Q. First of all, I would like to submit that you were looking for earlier a linguistic marker for good and bad angels and in the Greek language there is such a marker. Good angels are referred to as, in most cases, angels. Bad angels are called demons. Within that language that is the marker they use.

A. Okay, the statement has been made that there is a linguistic marker, I think that's the phrase you used, between good angels and bad angels. You're suggesting that perhaps when you read angels, that means the good ones, and when you read.

1-26 Angelos And Daimonos

Q. Right, there is one place where you read of the devil and his angels, so the word angelos is used in connection with the bad guys. But in most cases it's otherwise, the word is daimonos.

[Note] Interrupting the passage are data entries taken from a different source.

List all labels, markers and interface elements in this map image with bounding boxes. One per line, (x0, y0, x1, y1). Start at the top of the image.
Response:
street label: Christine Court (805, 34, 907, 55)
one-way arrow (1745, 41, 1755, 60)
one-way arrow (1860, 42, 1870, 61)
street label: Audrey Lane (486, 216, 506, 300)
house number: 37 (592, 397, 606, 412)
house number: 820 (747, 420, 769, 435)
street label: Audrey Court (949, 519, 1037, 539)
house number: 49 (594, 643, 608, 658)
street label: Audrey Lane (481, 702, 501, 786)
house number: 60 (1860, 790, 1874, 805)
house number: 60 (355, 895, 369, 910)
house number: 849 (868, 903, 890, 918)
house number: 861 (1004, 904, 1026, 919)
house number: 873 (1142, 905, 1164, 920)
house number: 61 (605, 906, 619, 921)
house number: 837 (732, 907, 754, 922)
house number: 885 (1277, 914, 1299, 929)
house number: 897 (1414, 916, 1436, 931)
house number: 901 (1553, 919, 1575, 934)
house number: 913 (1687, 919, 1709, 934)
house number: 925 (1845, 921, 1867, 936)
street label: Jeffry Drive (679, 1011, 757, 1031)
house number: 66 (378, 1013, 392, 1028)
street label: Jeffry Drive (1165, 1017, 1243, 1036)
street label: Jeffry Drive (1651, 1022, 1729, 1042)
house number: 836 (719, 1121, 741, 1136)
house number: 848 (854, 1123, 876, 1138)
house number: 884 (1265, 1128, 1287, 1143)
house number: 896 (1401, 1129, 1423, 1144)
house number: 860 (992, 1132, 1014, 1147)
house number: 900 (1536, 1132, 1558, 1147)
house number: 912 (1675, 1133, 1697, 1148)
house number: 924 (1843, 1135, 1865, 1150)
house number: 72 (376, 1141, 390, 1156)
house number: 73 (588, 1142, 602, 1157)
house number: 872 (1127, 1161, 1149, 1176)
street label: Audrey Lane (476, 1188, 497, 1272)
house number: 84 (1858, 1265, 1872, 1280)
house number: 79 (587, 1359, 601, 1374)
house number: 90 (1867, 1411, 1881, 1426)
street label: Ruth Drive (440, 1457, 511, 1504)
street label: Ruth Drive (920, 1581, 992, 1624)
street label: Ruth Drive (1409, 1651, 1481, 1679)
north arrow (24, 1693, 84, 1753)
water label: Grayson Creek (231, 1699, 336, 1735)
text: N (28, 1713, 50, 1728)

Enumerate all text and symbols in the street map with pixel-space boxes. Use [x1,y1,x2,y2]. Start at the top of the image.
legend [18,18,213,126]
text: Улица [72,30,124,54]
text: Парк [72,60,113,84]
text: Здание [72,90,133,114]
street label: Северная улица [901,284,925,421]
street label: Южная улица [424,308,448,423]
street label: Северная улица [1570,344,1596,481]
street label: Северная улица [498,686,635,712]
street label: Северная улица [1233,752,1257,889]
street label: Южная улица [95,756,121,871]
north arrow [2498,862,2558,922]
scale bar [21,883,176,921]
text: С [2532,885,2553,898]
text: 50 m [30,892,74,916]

A. Okay, let me come back - you said the good angels were just called angels and the other ones, the bad ones, as you see them, were called demons, or the devil and his angels. Well, I would suggest that there is really very limited connection, if any connection, between angels and demons. That's a missing link in the CGAF's reasoning, that you have got to prove there's a connection between demons and angels - sorry, sorry, if I can just actually complete my answer to your question - and then you've got to prove that the devil and his angels equals demons. Now, that's something that people have got to think about.

Now in this passage about the devil and his angels, well the point has been made that the word 'angels' - angelos' - can refer to men. I don't think there is anyone who would dispute that. When you read about the angels that sinned - and that is quoted by the CGAF as relating to the angels, the bad guys, shall we call them, well there it doesn't talk about demons that sin, it just says the angels. You just said that when it says 'the angels' that's talking about the good angels. I would suggest that when you say this is a linguistic marker that indicates good angels and bad angels, that is not the case. It's an interpretative marker which you are placing. Well, let's just take a case: the angels that sinned. Well, what's that, good angels or bad angels? According to you, that's the bad guys, but then you say the linguistic marker means it's the good guys, so I think you are in trouble there.

Q.I would qualify that and say most cases, but there are one or two situations where it's otherwise, but most cases apply.

A. If you are down to a 'most cases' argument, you are not talking about linguistic markers. If I might point out, the CGAF has gone wrong twice in this debate on that. You have just made a bit of a bloomer there and Mark was obviously on about this linguistic marker business, when he says 'the Satan' means, always means, the personal supernatural being called Satan. Well, again, we've shown that isn't the case. So I think you had better replace the idea of linguistic markers with the idea of interpretative markers. Yes?

Q. I am curious as to your understanding of Luke 8: 27 through 37.

A. Well, the question is Luke 8: 27 through 37. Well, this is the issue of demons, and as I had to say in my last debate with Jeff Fletcher, this debate is not a debate about demons. It's not that we can't handle it, and there is bags written about demons in this booklet, and my other booklet on display, but I'd rather not get involved in discussing this whole issue of demons, because I think that is a completely different subject. It would be nice, I think, to have a written debate about it in Mark's magazine, but that's another story. So it's not that I can't answer it, but it's because I don't want to be drawn onto this issue of demons, because I don't think that's actually what this debate is about. We're talking about what the Bible says about the devil and Satan, so perhaps we can talk about it afterwards.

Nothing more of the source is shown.